_Saved data entries:_

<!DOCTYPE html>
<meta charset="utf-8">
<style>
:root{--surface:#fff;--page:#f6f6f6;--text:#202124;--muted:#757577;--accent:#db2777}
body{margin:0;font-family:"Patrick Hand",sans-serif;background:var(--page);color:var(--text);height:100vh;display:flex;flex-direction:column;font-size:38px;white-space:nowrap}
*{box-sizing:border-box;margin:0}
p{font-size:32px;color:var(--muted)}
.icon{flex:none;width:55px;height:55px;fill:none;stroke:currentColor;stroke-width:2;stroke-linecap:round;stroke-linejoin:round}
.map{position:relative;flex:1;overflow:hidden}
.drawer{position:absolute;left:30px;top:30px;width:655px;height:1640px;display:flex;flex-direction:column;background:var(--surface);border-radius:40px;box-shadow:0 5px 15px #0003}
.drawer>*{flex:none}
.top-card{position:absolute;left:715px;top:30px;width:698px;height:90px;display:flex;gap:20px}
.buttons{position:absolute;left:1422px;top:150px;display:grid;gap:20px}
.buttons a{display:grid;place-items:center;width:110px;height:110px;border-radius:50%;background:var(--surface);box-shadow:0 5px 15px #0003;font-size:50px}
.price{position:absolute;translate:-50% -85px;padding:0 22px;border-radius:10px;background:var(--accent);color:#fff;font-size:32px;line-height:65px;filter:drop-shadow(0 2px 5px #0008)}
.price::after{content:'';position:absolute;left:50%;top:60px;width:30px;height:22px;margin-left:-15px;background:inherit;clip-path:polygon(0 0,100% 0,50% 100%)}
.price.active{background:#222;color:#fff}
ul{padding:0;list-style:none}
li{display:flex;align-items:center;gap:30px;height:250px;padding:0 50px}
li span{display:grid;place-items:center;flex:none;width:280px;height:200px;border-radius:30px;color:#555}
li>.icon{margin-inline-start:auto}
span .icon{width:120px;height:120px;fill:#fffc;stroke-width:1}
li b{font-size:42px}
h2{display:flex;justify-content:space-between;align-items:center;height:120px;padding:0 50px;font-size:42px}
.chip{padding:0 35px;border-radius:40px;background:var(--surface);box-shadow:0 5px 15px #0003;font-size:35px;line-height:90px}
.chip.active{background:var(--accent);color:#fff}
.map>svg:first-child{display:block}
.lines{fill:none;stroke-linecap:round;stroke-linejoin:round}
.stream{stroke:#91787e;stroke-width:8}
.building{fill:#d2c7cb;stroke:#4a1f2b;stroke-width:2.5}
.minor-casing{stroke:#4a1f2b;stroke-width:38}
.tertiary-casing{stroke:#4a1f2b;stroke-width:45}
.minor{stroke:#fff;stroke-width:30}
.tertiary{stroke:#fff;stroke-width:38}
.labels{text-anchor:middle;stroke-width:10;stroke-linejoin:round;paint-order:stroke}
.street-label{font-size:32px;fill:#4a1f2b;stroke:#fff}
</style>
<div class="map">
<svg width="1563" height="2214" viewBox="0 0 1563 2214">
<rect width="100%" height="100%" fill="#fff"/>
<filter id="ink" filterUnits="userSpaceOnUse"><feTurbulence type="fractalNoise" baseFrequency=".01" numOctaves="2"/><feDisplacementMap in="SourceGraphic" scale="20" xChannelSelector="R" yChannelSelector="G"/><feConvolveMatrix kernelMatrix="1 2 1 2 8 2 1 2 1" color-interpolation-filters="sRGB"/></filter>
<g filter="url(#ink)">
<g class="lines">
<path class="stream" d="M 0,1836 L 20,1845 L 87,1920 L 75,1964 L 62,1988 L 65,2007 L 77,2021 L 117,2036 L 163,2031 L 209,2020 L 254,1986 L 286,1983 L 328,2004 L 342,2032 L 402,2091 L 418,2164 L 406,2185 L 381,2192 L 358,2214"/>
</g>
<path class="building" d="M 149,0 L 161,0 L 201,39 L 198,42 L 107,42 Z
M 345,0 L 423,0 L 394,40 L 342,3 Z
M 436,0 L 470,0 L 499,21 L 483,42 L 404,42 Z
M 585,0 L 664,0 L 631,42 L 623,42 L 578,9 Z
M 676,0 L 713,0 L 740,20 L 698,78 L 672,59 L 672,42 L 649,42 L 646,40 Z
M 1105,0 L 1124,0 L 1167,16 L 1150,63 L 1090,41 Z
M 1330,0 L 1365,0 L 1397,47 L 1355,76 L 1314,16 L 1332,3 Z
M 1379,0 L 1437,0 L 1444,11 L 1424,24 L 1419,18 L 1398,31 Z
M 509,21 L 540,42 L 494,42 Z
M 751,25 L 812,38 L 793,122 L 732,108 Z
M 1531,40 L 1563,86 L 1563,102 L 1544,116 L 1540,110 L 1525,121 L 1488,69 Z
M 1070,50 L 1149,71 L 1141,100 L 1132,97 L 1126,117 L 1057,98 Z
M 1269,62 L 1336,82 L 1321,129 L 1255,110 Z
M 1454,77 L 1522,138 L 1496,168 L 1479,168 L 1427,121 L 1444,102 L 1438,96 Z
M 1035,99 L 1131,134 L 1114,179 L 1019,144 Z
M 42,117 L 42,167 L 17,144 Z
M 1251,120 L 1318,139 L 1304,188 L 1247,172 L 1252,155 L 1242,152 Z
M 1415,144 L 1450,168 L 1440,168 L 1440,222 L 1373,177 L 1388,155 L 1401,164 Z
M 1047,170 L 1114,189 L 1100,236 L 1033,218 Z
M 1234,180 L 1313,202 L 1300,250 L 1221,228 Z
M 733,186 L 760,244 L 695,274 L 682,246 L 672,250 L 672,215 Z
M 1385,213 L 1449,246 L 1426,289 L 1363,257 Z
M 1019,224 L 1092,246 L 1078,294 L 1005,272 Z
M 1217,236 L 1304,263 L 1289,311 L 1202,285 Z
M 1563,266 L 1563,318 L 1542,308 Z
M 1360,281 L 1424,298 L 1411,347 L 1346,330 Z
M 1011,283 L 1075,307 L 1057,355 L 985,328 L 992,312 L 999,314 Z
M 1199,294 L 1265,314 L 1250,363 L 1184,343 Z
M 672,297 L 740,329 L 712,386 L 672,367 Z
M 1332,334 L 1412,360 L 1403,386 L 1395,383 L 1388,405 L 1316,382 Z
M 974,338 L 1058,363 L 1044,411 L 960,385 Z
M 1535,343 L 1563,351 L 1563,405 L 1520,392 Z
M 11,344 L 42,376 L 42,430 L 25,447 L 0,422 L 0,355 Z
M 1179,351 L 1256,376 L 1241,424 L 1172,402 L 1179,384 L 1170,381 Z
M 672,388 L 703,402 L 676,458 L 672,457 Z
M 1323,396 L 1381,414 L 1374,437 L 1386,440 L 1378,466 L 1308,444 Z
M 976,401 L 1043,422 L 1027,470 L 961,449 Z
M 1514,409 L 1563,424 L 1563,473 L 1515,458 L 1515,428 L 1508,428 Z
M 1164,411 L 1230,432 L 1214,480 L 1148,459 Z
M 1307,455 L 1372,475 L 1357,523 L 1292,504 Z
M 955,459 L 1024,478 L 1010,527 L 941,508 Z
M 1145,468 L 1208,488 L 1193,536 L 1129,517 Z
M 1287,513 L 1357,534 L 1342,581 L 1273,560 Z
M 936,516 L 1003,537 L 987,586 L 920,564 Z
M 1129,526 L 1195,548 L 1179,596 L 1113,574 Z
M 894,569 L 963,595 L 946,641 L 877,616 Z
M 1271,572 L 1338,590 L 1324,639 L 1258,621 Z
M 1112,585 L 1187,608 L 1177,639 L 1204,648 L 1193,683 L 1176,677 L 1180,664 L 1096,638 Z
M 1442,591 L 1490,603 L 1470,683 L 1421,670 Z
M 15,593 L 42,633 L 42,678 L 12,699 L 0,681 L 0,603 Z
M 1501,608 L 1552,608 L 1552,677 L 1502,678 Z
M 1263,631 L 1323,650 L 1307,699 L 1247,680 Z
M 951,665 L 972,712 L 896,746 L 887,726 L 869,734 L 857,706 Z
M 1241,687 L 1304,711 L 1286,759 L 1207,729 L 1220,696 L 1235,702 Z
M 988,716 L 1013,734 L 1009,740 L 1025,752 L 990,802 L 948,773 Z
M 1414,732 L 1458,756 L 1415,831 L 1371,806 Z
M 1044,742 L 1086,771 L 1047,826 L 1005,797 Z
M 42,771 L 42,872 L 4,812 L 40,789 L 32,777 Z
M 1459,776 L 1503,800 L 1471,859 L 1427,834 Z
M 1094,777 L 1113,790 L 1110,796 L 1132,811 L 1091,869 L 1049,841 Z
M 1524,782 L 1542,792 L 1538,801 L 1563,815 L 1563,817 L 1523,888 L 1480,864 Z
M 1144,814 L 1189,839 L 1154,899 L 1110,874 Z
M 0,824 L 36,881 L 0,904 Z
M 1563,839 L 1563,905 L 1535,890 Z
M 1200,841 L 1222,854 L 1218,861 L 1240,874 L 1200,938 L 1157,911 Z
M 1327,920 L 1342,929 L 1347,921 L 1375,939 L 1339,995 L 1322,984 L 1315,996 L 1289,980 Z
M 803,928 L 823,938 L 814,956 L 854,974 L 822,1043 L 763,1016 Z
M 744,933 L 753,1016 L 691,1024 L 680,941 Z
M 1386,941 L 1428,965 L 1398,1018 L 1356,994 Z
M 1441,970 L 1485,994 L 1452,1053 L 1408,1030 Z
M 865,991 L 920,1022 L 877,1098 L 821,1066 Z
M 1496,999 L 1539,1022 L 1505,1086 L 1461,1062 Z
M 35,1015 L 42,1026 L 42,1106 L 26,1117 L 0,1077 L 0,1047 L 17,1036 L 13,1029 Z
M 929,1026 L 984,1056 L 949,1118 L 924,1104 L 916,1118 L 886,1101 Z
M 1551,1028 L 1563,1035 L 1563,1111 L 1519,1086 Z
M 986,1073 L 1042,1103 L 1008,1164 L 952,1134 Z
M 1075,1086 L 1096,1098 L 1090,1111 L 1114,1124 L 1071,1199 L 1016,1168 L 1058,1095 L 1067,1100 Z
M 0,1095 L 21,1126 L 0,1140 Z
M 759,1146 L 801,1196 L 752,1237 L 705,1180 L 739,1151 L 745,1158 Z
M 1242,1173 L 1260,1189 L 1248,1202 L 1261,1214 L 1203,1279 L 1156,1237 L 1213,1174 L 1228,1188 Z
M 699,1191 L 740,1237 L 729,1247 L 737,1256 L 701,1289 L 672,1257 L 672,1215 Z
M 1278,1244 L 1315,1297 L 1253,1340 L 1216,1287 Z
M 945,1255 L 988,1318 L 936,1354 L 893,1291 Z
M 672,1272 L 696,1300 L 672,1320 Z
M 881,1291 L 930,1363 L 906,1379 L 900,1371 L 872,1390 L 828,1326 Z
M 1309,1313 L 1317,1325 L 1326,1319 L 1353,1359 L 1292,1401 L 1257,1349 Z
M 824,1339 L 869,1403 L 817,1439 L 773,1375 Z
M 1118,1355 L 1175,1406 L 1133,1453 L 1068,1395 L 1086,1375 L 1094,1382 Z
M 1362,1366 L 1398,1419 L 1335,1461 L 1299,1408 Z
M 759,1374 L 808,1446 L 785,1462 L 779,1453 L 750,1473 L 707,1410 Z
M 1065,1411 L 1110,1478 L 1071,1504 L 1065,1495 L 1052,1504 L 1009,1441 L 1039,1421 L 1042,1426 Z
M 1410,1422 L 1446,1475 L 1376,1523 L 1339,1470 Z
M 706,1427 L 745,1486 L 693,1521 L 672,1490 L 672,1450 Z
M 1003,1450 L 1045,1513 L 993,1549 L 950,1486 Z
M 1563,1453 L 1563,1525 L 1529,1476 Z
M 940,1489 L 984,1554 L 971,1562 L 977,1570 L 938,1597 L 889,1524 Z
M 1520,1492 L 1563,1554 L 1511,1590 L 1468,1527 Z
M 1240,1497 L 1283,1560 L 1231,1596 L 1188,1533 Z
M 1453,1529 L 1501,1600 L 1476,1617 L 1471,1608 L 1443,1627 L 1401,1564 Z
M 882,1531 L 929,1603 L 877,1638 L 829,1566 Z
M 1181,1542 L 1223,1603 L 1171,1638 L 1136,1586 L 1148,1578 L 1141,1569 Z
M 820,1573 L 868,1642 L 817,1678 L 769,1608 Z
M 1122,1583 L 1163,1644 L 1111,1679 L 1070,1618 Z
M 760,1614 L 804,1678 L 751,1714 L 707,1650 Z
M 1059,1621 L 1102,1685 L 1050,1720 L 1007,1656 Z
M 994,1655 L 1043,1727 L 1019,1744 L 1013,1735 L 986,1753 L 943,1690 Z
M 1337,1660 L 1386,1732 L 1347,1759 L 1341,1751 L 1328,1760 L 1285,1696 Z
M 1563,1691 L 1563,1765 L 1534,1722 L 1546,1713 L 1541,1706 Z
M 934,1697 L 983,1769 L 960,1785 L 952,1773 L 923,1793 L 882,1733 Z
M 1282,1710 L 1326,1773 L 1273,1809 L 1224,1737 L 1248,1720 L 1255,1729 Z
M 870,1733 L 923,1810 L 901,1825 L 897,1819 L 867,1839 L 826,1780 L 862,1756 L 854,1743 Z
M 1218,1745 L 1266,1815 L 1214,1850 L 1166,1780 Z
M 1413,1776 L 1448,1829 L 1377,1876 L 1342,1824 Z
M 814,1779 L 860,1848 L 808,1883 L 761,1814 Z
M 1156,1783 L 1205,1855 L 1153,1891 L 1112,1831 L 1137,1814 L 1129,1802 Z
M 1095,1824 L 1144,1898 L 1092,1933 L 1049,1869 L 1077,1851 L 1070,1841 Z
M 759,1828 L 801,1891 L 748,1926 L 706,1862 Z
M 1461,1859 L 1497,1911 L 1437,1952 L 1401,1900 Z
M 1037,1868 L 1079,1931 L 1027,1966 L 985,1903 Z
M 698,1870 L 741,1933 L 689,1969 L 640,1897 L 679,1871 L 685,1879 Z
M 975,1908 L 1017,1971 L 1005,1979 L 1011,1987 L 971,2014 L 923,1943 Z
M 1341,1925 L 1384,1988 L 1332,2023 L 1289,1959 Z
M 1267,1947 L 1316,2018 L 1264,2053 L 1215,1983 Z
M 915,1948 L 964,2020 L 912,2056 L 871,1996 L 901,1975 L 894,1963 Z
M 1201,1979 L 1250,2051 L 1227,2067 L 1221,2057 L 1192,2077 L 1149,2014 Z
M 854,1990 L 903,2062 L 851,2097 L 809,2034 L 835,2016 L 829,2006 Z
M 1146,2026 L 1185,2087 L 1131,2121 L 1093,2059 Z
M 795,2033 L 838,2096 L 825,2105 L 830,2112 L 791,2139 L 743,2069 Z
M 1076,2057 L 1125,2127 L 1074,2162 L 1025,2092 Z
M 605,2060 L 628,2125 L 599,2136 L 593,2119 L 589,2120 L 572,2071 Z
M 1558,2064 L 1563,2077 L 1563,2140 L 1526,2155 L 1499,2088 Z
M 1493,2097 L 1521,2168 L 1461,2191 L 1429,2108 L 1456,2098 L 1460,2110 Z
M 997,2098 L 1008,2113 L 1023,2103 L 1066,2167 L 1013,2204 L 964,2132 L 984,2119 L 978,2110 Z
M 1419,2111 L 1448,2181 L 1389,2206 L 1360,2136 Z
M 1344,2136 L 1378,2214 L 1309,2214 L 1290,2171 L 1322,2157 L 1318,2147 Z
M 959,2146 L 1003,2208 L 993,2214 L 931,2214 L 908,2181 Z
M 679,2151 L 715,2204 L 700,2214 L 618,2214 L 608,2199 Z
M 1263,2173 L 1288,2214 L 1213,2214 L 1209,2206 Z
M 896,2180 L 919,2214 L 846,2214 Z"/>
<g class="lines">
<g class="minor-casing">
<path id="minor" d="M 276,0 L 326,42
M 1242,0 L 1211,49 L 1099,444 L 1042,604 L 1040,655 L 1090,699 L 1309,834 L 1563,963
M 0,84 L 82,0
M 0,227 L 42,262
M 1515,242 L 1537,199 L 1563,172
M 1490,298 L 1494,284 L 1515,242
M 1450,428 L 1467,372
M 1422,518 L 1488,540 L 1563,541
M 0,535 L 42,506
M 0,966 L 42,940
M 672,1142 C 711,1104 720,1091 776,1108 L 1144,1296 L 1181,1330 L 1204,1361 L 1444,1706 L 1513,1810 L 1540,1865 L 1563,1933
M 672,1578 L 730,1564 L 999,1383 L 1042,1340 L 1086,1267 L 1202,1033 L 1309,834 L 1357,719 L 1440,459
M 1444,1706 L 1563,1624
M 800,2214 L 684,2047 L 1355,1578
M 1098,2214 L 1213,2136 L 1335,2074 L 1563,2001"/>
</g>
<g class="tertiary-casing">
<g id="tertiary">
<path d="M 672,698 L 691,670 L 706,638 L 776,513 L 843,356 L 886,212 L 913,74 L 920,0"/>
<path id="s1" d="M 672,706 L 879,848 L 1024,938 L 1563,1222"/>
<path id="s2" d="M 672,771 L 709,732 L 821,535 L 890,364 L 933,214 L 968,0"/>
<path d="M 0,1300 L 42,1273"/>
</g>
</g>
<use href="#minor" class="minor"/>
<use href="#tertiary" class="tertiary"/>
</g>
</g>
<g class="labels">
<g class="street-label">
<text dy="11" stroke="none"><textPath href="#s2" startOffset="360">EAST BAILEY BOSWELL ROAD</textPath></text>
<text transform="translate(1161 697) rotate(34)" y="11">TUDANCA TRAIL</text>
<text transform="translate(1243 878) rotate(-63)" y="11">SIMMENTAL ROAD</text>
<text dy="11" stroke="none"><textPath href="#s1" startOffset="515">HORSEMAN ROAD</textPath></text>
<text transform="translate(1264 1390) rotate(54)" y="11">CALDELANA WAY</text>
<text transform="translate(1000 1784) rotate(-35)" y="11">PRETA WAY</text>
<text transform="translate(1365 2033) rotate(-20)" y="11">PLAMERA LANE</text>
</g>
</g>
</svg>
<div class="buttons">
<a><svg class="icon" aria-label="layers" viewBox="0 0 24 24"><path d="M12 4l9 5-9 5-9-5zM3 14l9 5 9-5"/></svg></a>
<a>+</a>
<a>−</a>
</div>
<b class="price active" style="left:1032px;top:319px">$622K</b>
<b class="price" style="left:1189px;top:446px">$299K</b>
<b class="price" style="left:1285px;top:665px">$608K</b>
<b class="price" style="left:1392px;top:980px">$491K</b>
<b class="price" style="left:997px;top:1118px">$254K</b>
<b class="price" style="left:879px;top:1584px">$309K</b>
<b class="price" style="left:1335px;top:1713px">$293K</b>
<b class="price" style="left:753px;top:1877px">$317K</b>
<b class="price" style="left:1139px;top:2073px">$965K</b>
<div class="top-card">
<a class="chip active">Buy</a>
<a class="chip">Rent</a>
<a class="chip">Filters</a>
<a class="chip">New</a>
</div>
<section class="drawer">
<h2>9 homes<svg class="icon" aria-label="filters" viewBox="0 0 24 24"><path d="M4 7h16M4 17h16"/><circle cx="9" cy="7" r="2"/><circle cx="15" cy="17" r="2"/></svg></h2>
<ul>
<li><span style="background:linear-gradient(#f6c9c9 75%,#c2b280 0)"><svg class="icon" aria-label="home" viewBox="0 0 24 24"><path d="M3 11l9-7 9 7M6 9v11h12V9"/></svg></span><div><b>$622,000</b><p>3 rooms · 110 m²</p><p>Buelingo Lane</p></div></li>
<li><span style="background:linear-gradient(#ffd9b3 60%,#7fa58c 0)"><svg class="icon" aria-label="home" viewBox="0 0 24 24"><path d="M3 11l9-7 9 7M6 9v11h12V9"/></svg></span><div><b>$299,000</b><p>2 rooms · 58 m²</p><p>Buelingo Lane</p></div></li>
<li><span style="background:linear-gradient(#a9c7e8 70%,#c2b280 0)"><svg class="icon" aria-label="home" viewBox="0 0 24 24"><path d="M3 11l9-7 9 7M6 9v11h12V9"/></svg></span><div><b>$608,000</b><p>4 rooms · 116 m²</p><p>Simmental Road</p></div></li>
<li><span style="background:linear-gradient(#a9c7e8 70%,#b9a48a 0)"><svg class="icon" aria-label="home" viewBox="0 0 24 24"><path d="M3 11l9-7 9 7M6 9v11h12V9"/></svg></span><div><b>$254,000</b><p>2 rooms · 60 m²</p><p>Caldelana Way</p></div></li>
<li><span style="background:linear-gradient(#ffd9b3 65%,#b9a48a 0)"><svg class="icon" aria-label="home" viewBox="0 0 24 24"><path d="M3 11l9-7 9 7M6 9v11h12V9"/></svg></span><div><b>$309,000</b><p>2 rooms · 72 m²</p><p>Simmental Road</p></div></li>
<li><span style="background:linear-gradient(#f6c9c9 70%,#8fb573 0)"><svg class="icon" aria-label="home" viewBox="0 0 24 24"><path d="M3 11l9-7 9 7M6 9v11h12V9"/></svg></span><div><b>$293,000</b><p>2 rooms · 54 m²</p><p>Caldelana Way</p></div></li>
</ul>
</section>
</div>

_Exercise directions:_ Each line of the records that holds the word "linejoin" should be copied out.

_Result of this exercise:_
.icon{flex:none;width:55px;height:55px;fill:none;stroke:currentColor;stroke-width:2;stroke-linecap:round;stroke-linejoin:round}
.lines{fill:none;stroke-linecap:round;stroke-linejoin:round}
.labels{text-anchor:middle;stroke-width:10;stroke-linejoin:round;paint-order:stroke}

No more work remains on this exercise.